Whatever does she see in him?
That may be something you wonder while glancing at the tabloids at the grocery store. What is it about him that she likes, or vice versa? Either way, the answer eludes you but, as in the new book Frank & Ava by John Brady, full explanations could be an impossible dream.
When 18-year-old Ava Gardner stepped off the Manhattan-to-Los-Angeles train one summer day in 1941, she was green as spring grass: her entire knowledge of Hollywood had come from fan-mags. She didn’t even smoke or drink; she was just a good girl from North Carolina, a beauty whose new career was launched by a portrait in a photography-studio window.
Before she left New York for Hollywood, Gardner had “playfully” said she was going to marry the “biggest movie star in the world” and, unbelievably, six months later, she became Mrs.
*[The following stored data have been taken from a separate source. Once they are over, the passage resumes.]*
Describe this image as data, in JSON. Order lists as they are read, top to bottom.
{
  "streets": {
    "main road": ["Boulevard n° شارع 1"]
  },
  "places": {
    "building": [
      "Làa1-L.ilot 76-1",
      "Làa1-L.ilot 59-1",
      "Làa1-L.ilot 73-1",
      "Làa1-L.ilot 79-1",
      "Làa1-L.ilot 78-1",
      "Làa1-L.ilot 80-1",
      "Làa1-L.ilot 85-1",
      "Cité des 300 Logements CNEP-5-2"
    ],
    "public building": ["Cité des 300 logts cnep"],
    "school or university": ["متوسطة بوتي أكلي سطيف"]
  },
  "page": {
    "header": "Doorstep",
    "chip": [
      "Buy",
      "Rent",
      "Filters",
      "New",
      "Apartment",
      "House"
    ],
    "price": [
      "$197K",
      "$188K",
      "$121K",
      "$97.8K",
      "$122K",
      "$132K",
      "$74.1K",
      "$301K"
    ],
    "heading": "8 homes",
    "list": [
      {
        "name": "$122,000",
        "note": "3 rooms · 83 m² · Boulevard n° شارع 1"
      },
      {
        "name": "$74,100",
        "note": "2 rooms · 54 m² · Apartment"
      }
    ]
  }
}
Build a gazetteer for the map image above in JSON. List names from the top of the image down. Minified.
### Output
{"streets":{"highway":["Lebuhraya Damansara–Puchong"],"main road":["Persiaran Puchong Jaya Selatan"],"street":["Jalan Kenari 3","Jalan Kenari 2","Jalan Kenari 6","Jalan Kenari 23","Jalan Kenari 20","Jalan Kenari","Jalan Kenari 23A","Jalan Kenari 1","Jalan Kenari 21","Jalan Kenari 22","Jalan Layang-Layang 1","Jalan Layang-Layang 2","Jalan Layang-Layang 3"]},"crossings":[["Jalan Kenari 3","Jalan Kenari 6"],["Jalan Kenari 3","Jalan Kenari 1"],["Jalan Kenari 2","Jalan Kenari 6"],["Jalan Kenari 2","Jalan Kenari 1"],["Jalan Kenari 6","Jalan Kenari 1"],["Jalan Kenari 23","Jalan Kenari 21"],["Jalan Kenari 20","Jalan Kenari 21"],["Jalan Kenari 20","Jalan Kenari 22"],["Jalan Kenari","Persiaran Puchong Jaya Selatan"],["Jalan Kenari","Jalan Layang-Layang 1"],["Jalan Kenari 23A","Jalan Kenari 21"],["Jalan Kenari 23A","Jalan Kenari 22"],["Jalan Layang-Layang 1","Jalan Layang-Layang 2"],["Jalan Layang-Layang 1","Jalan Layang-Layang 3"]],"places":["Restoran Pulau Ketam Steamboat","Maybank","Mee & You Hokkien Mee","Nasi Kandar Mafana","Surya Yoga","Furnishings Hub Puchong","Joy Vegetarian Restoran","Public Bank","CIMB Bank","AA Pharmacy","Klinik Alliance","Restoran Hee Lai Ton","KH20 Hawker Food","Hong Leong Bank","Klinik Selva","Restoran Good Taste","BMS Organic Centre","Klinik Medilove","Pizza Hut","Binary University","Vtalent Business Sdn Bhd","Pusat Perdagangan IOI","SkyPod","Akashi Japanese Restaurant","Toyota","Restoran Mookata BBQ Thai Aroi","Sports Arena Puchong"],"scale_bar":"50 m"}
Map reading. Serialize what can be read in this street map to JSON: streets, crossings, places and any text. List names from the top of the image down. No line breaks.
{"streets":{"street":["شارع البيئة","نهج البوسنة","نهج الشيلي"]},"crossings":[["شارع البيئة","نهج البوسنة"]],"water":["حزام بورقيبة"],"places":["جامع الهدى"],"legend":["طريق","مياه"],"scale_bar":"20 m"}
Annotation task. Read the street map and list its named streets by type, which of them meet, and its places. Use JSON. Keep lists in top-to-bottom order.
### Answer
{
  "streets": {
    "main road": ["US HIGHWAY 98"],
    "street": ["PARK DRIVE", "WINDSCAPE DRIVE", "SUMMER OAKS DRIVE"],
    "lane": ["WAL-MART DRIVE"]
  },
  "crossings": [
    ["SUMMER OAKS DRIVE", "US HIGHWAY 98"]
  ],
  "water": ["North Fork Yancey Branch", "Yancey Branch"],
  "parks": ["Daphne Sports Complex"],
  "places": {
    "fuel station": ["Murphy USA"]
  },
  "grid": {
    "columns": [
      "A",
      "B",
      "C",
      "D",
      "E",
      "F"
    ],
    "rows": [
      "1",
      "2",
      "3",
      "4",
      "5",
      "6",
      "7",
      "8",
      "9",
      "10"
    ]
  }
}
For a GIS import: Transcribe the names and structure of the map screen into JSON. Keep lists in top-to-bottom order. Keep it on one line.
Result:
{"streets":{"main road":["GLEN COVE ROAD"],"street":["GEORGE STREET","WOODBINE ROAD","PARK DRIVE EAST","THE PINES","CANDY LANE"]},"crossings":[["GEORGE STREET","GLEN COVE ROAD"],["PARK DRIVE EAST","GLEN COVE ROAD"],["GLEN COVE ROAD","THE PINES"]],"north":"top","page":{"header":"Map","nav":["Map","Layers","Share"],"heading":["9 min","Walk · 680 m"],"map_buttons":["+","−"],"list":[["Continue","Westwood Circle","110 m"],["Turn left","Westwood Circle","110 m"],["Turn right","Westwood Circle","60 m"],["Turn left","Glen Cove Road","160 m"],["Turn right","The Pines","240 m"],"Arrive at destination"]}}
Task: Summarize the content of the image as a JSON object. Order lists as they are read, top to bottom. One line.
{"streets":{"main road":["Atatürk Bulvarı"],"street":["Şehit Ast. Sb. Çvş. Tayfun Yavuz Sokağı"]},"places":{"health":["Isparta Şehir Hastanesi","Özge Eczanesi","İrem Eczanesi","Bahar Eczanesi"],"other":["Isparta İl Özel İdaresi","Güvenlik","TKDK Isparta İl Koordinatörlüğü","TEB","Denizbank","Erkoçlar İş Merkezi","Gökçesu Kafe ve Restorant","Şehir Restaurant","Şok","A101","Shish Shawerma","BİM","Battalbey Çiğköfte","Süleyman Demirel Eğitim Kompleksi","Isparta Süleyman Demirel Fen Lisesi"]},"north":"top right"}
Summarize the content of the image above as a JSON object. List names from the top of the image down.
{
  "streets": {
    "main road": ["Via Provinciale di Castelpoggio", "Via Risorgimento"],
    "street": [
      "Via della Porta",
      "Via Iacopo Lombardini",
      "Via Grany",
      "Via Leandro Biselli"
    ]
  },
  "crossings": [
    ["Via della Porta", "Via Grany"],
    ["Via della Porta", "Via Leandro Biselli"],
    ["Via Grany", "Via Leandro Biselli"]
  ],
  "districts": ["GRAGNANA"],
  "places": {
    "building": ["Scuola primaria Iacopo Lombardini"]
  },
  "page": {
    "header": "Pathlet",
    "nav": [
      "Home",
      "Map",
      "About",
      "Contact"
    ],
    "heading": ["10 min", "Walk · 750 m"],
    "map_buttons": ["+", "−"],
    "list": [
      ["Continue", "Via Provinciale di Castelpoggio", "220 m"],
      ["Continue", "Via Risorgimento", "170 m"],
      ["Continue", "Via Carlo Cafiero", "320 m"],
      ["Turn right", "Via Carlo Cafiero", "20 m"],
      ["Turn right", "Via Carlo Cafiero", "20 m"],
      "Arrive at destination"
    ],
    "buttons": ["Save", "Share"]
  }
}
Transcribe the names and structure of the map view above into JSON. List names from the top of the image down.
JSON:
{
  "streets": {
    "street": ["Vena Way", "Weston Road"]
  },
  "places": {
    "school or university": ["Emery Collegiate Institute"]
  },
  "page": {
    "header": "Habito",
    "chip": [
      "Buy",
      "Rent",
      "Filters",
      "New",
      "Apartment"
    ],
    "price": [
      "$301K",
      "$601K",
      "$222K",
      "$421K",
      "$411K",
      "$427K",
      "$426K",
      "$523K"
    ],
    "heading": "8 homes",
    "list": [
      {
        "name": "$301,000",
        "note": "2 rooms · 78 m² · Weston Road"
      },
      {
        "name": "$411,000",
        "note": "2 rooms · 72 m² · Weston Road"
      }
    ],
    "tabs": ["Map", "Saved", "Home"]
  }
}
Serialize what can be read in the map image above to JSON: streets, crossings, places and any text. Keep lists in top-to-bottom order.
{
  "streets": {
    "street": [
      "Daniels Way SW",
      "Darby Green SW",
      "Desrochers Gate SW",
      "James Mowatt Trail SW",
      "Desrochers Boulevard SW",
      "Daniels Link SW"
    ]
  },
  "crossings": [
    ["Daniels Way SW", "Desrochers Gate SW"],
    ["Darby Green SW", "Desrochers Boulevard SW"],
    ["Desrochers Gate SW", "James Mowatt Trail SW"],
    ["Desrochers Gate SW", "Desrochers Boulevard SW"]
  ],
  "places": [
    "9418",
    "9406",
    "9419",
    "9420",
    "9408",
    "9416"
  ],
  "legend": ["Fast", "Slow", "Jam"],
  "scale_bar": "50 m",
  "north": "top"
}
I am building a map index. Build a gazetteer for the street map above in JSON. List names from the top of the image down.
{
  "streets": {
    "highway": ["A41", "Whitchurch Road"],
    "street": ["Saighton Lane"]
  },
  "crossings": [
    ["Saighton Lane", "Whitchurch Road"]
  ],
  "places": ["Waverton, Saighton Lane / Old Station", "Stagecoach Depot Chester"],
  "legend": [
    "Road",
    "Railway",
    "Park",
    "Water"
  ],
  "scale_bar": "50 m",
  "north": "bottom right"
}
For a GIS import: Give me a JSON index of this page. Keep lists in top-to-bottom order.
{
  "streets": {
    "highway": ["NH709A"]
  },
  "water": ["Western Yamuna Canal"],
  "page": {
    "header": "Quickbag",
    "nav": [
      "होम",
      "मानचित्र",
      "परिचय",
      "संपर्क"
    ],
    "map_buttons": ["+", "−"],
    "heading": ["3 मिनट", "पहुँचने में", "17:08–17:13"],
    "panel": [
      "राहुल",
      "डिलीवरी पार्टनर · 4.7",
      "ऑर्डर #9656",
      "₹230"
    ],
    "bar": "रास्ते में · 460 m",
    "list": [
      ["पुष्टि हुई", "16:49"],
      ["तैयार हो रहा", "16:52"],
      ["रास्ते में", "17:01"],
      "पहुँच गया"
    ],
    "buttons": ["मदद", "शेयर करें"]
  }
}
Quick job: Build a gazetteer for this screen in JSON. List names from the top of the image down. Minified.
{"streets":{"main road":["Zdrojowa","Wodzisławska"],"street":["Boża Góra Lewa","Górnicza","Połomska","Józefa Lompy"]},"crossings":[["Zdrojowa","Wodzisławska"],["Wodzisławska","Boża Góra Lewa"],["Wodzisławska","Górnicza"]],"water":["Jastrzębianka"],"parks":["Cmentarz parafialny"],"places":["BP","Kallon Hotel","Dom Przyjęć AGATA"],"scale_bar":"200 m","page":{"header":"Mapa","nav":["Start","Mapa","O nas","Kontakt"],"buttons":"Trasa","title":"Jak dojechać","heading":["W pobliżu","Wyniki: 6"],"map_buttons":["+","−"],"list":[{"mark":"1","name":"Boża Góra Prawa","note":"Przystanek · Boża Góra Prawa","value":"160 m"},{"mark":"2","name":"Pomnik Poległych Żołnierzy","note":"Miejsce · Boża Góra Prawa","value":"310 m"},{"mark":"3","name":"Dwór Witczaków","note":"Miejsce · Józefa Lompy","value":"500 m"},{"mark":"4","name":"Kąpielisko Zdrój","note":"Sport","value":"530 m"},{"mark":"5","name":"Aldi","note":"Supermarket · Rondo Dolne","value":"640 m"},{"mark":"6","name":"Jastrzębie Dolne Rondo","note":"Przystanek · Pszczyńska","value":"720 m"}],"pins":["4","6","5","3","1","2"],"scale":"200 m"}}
Mickey Rooney. That marriage lasted less than a year, as did her second marriage to bandleader Artie Shaw.
When Frank Sinatra arrived in California in 1943, his star had been shining for quite some time: the singer “was everywhere,” and was the “highest-paid concert performer in the country,” having become famous with Tommy Dorsey, and then solo. He’d also acted in some “modestly successful films” but that summer, Hollywood shouted so he moved his wife and family west.
It was an innocent time and Tinseltown still had a small-town feel; Sinatra worked at RKO at first, but Gardner ran into him on the MGM lot (and elsewhere) now and again and again, and by early 1947, they’d kindled something and were “dating” one another. He was still married.
She continued to sleep around, as did he, while he worked to gain a divorce so he could marry Gardner in late 1951.
They fought on the way to the altar; the battle continued after “I Do.” Still, when his career briefly faltered, she supported him and paid the bills.
Years later, long after semi-amicable split, he returned the favor by paying for her funeral.
Can’t live with him, can’t live without him? No doubt, you’ve heard that before so keep it in mind as you read Frank & Ava because nothing has ever been more apt.
This is a love story, but not always. A tale of scandal, but more. Author John Brady allows just enough cattiness to make this bio humorous, but yet, I also saw resigned sadness in these pages, and that was a surprise.
The other eyebrow-raiser, even in these tell-all times, was the long, overly long list of sleep-arounds that Brady offers, which lends this story a feel of sameness from page to page. That sometimes made me lose focus; the oft-occurring gossipy tidbits he dropped kept me coming back for more.
While I ultimately got a lot out of it, I think Frank & Ava will resonate best with older readers or major fans of Old Hollywood. If that’s you, and you don’t mind a little repetition, then it’s a book you should see yourself reading.